* Work to be completed *
Every record, from first to last, should be retyped word for word.

* Given records *

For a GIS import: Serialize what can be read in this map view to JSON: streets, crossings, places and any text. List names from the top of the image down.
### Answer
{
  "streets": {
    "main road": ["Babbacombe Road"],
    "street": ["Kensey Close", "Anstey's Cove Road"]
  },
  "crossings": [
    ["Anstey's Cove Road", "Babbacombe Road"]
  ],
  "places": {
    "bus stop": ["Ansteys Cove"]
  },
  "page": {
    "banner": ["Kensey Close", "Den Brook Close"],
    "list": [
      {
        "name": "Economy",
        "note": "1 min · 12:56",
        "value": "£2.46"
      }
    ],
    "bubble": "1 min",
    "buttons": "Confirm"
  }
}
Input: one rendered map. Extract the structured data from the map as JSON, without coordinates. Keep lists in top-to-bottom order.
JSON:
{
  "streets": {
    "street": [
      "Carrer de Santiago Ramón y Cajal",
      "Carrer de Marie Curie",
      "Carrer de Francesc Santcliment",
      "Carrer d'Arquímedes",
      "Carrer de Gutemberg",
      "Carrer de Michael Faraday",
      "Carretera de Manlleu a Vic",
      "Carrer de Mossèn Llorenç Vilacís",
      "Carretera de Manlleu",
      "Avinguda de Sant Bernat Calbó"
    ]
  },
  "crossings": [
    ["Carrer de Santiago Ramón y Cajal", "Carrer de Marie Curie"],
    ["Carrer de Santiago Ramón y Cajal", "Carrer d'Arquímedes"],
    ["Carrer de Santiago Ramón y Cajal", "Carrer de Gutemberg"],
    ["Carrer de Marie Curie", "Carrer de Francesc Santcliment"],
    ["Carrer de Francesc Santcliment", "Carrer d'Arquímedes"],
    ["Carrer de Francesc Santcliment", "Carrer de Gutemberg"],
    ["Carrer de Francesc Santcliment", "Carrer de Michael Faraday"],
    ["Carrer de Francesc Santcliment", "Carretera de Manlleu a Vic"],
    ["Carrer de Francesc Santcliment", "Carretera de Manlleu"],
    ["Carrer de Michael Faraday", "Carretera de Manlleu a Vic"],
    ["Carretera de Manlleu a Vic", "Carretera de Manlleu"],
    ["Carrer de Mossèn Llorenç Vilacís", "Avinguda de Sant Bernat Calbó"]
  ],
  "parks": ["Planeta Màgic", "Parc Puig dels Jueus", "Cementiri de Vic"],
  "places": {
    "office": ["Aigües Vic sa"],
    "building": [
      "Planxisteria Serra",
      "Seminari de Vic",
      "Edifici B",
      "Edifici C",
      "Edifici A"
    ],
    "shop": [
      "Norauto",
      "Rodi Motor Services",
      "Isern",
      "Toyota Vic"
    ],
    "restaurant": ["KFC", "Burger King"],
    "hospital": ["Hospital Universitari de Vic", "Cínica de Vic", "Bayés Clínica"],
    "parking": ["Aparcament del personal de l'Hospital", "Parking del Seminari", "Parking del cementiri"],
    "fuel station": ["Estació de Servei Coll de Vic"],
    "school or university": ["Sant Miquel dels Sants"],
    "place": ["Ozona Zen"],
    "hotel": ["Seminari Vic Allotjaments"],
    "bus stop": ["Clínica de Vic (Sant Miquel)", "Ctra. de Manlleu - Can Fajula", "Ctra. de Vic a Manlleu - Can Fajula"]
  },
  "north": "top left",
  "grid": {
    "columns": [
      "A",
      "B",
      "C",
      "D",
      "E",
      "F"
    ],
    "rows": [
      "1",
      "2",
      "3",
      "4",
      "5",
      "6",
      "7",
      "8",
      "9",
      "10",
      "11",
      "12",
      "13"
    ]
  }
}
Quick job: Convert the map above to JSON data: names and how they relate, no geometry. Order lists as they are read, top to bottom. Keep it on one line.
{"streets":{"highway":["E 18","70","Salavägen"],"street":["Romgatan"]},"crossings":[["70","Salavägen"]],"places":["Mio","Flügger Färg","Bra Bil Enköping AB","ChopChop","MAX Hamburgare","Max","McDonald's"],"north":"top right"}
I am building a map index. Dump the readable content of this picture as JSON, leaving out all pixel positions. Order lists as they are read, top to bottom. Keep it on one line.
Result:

* Solution *
For a GIS import: Serialize what can be read in this map view to JSON: streets, crossings, places and any text. List names from the top of the image down.
### Answer
{
  "streets": {
    "main road": ["Babbacombe Road"],
    "street": ["Kensey Close", "Anstey's Cove Road"]
  },
  "crossings": [
    ["Anstey's Cove Road", "Babbacombe Road"]
  ],
  "places": {
    "bus stop": ["Ansteys Cove"]
  },
  "page": {
    "banner": ["Kensey Close", "Den Brook Close"],
    "list": [
      {
        "name": "Economy",
        "note": "1 min · 12:56",
        "value": "£2.46"
      }
    ],
    "bubble": "1 min",
    "buttons": "Confirm"
  }
}
Input: one rendered map. Extract the structured data from the map as JSON, without coordinates. Keep lists in top-to-bottom order.
JSON:
{
  "streets": {
    "street": [
      "Carrer de Santiago Ramón y Cajal",
      "Carrer de Marie Curie",
      "Carrer de Francesc Santcliment",
      "Carrer d'Arquímedes",
      "Carrer de Gutemberg",
      "Carrer de Michael Faraday",
      "Carretera de Manlleu a Vic",
      "Carrer de Mossèn Llorenç Vilacís",
      "Carretera de Manlleu",
      "Avinguda de Sant Bernat Calbó"
    ]
  },
  "crossings": [
    ["Carrer de Santiago Ramón y Cajal", "Carrer de Marie Curie"],
    ["Carrer de Santiago Ramón y Cajal", "Carrer d'Arquímedes"],
    ["Carrer de Santiago Ramón y Cajal", "Carrer de Gutemberg"],
    ["Carrer de Marie Curie", "Carrer de Francesc Santcliment"],
    ["Carrer de Francesc Santcliment", "Carrer d'Arquímedes"],
    ["Carrer de Francesc Santcliment", "Carrer de Gutemberg"],
    ["Carrer de Francesc Santcliment", "Carrer de Michael Faraday"],
    ["Carrer de Francesc Santcliment", "Carretera de Manlleu a Vic"],
    ["Carrer de Francesc Santcliment", "Carretera de Manlleu"],
    ["Carrer de Michael Faraday", "Carretera de Manlleu a Vic"],
    ["Carretera de Manlleu a Vic", "Carretera de Manlleu"],
    ["Carrer de Mossèn Llorenç Vilacís", "Avinguda de Sant Bernat Calbó"]
  ],
  "parks": ["Planeta Màgic", "Parc Puig dels Jueus", "Cementiri de Vic"],
  "places": {
    "office": ["Aigües Vic sa"],
    "building": [
      "Planxisteria Serra",
      "Seminari de Vic",
      "Edifici B",
      "Edifici C",
      "Edifici A"
    ],
    "shop": [
      "Norauto",
      "Rodi Motor Services",
      "Isern",
      "Toyota Vic"
    ],
    "restaurant": ["KFC", "Burger King"],
    "hospital": ["Hospital Universitari de Vic", "Cínica de Vic", "Bayés Clínica"],
    "parking": ["Aparcament del personal de l'Hospital", "Parking del Seminari", "Parking del cementiri"],
    "fuel station": ["Estació de Servei Coll de Vic"],
    "school or university": ["Sant Miquel dels Sants"],
    "place": ["Ozona Zen"],
    "hotel": ["Seminari Vic Allotjaments"],
    "bus stop": ["Clínica de Vic (Sant Miquel)", "Ctra. de Manlleu - Can Fajula", "Ctra. de Vic a Manlleu - Can Fajula"]
  },
  "north": "top left",
  "grid": {
    "columns": [
      "A",
      "B",
      "C",
      "D",
      "E",
      "F"
    ],
    "rows": [
      "1",
      "2",
      "3",
      "4",
      "5",
      "6",
      "7",
      "8",
      "9",
      "10",
      "11",
      "12",
      "13"
    ]
  }
}
Quick job: Convert the map above to JSON data: names and how they relate, no geometry. Order lists as they are read, top to bottom. Keep it on one line.
{"streets":{"highway":["E 18","70","Salavägen"],"street":["Romgatan"]},"crossings":[["70","Salavägen"]],"places":["Mio","Flügger Färg","Bra Bil Enköping AB","ChopChop","MAX Hamburgare","Max","McDonald's"],"north":"top right"}
I am building a map index. Dump the readable content of this picture as JSON, leaving out all pixel positions. Order lists as they are read, top to bottom. Keep it on one line.
Result:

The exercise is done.